What is the inverse element in a ring?

Question

Let $\Bbb L$ be a positive integer and define $\Bbb Z_L$ and $\Bbb Z^*_L$ as $$\Bbb Z_L=\{ 0,1,...,L-1\},\qquad\Bbb Z^*_L=\{i\in \Bbb Z_L\mid \gcd(i,L)=1\}$$ where $\Bbb Z_L$ is the ring of integers modulo $L$. Then my textbook says that each element of $\Bbb Z^*_L$ has an inverse element in $\Bbb Z_L$. Why is this true?

Answer 1

First of all, for the future, it is always a good thing to add some attempt of yours to a question, to show that you already put some effort.

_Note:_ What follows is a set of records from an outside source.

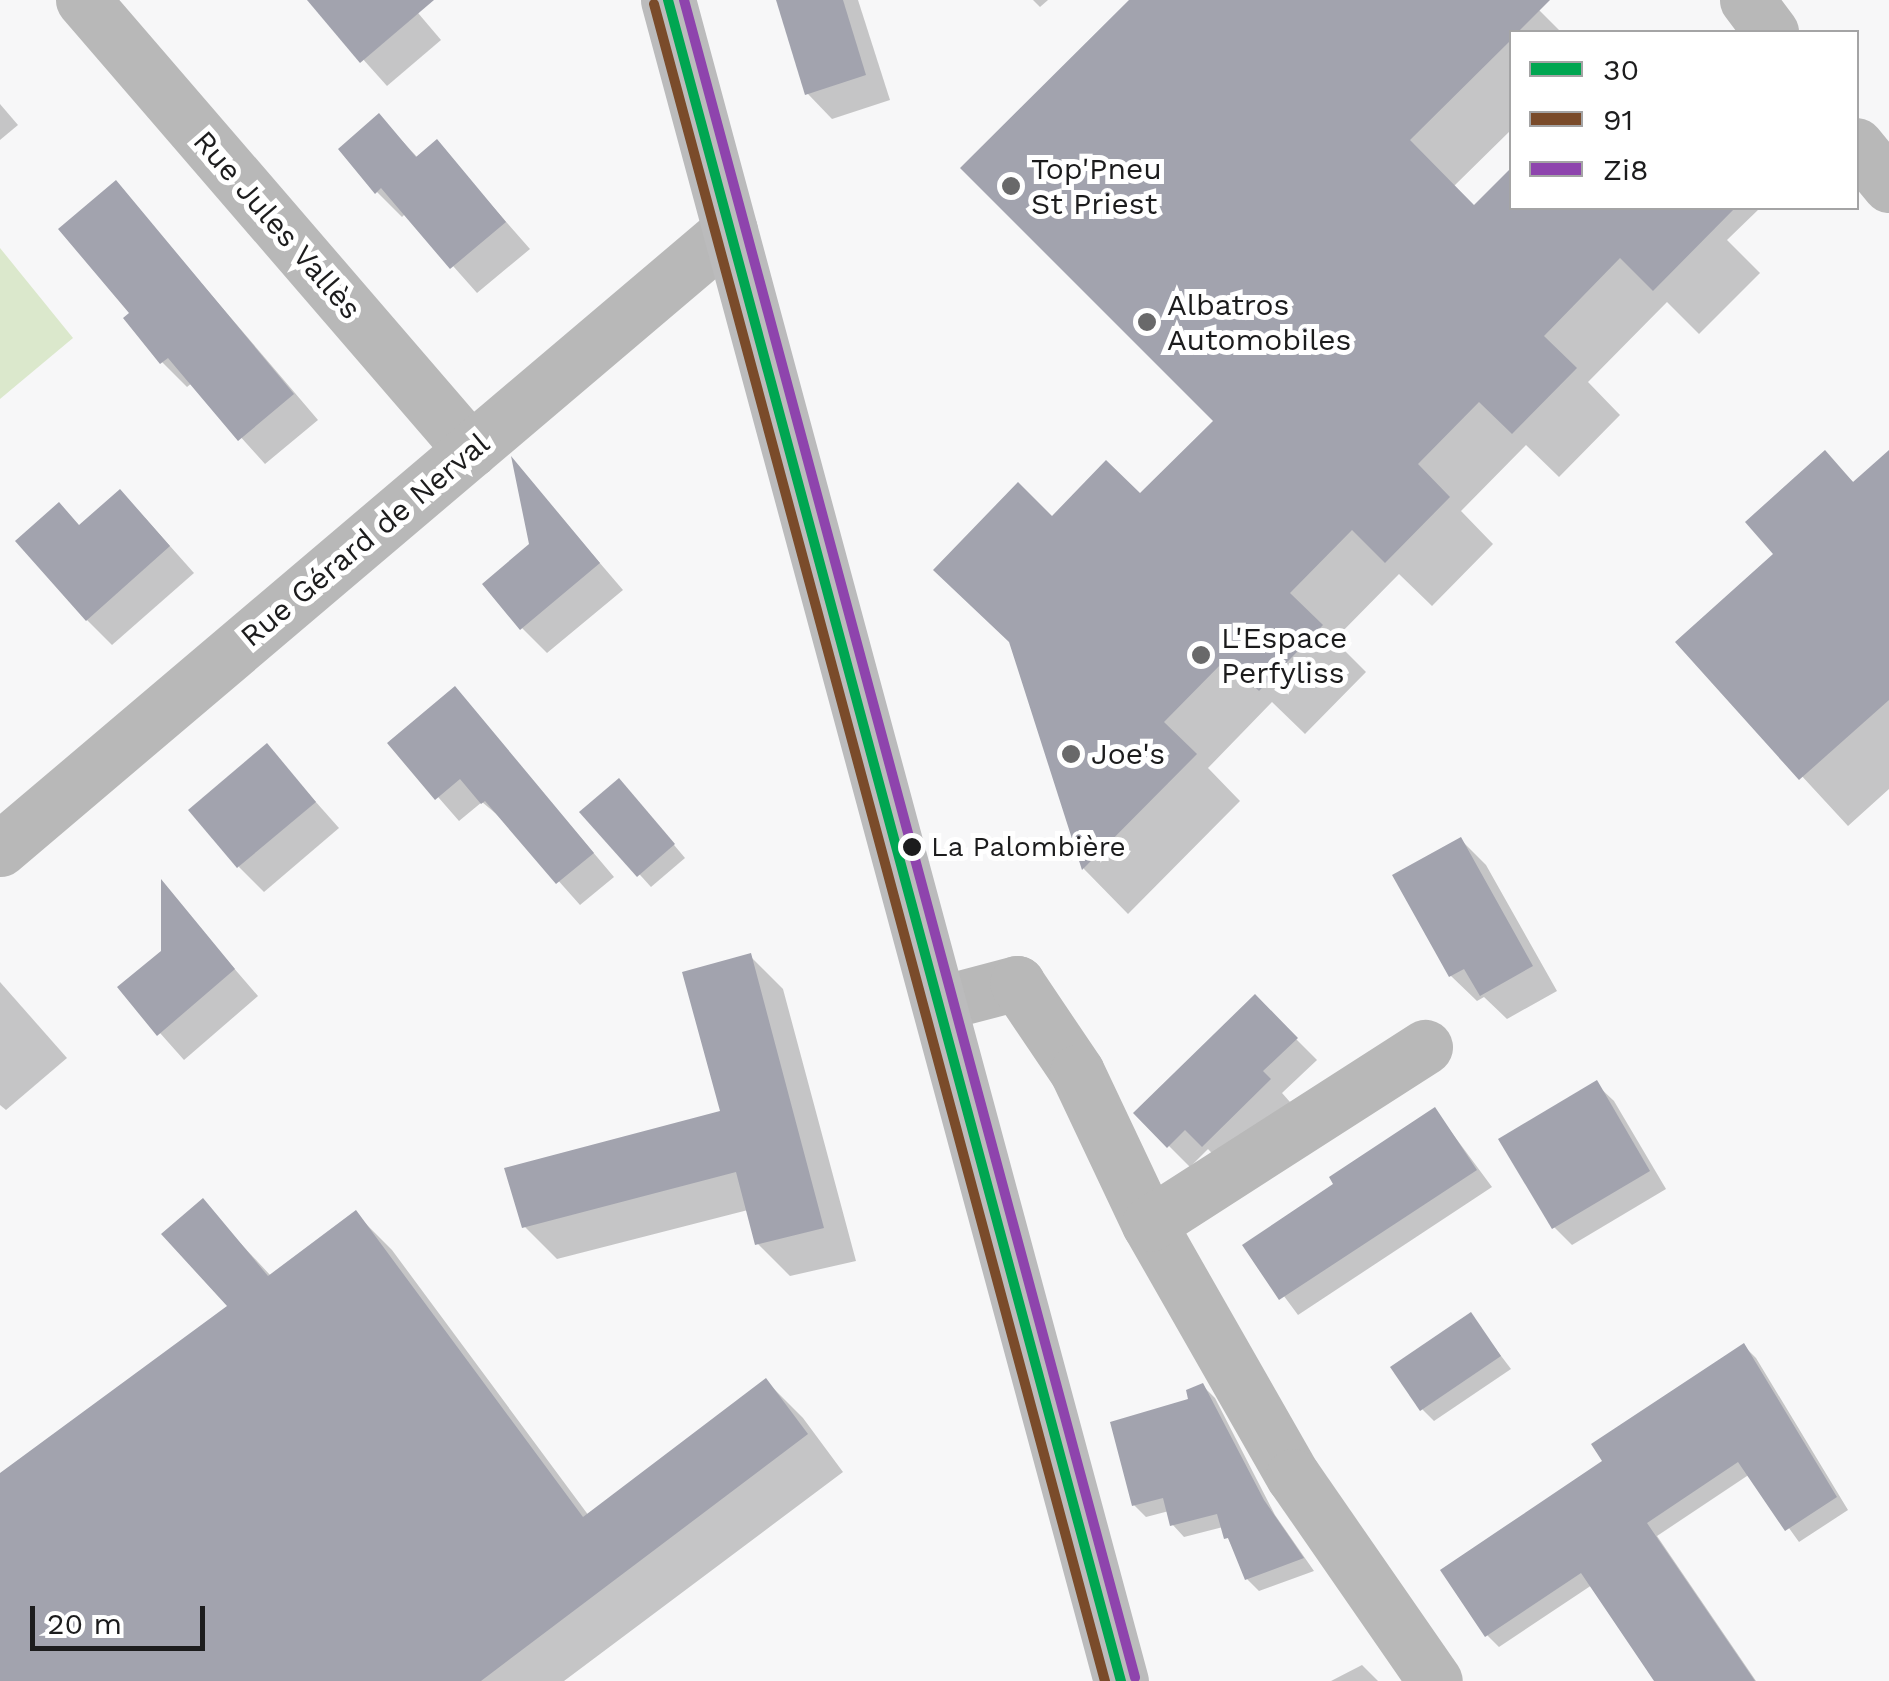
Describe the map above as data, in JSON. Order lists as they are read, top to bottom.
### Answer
{
  "streets": {
    "street": ["Rue Jules Vallès", "Rue Gérard de Nerval"]
  },
  "crossings": [
    ["Rue Jules Vallès", "Rue Gérard de Nerval"]
  ],
  "places": [
    "Top'Pneu St Priest",
    "Albatros Automobiles",
    "L'Espace Perfyliss",
    "Joe's",
    "La Palombière"
  ],
  "lines": ["transit line 30", "transit line Zi8", "transit line 91"],
  "legend": ["30", "91", "Zi8"],
  "scale_bar": "20 m"
}
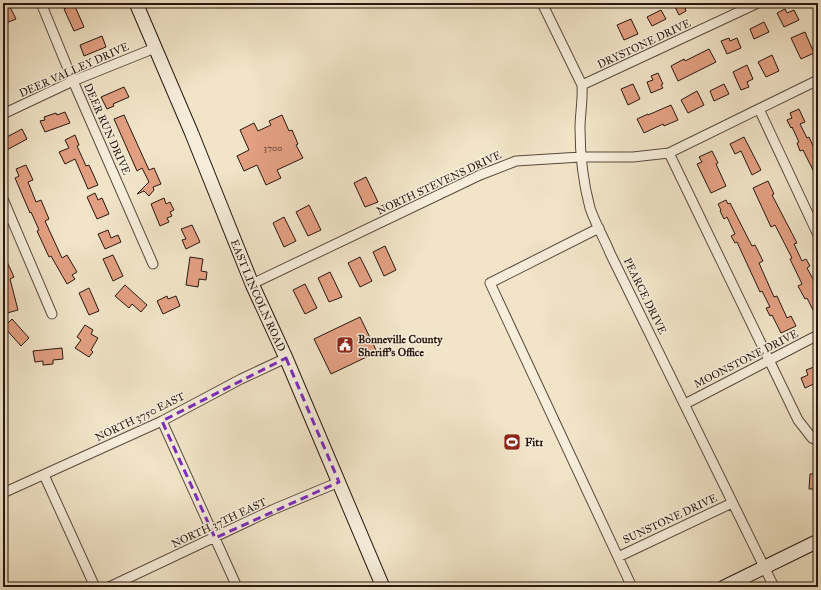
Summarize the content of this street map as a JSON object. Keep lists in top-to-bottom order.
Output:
{
  "streets": {
    "main road": ["EAST LINCOLN ROAD"],
    "street": [
      "DRYSTONE DRIVE",
      "DEER VALLEY DRIVE",
      "DEER RUN DRIVE",
      "NORTH STEVENS DRIVE",
      "PEARCE DRIVE",
      "MOONSTONE DRIVE",
      "NORTH 3750 EAST",
      "SUNSTONE DRIVE",
      "NORTH 37TH EAST"
    ]
  },
  "crossings": [
    ["DRYSTONE DRIVE", "PEARCE DRIVE"],
    ["DEER VALLEY DRIVE", "DEER RUN DRIVE"],
    ["DEER VALLEY DRIVE", "EAST LINCOLN ROAD"],
    ["NORTH STEVENS DRIVE", "EAST LINCOLN ROAD"],
    ["NORTH STEVENS DRIVE", "PEARCE DRIVE"],
    ["EAST LINCOLN ROAD", "NORTH 3750 EAST"],
    ["EAST LINCOLN ROAD", "NORTH 37TH EAST"],
    ["PEARCE DRIVE", "MOONSTONE DRIVE"],
    ["PEARCE DRIVE", "SUNSTONE DRIVE"]
  ],
  "places": {
    "public building": ["Bonneville County Sheriff's Office"],
    "sports": ["Fit1"]
  },
  "house_numbers": ["3700"]
}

Secondly, try to be a bit more precise. I assume that you are looking at $Z_{L}^*$ as endowed with the multiplication, so you are looking for a multiplicative inverse.

Now, asking for $gcd(i,L)=1$ implies that (by Bezout theorem) there exist $a,b\in Z$ such that $$aL+bi=1.$$ If you reduce modulo $L$ this relation, it tells you that $\bar{b}\bar{i}=\bar{1}$, that is to say, that $\bar{b}$ is the inverse of $\bar{i}$ in $Z_{L}^*.$

Answer 2

This is a nice counting argument - I'll sketch how it goes (it's a good exercise to fill in the remaining steps).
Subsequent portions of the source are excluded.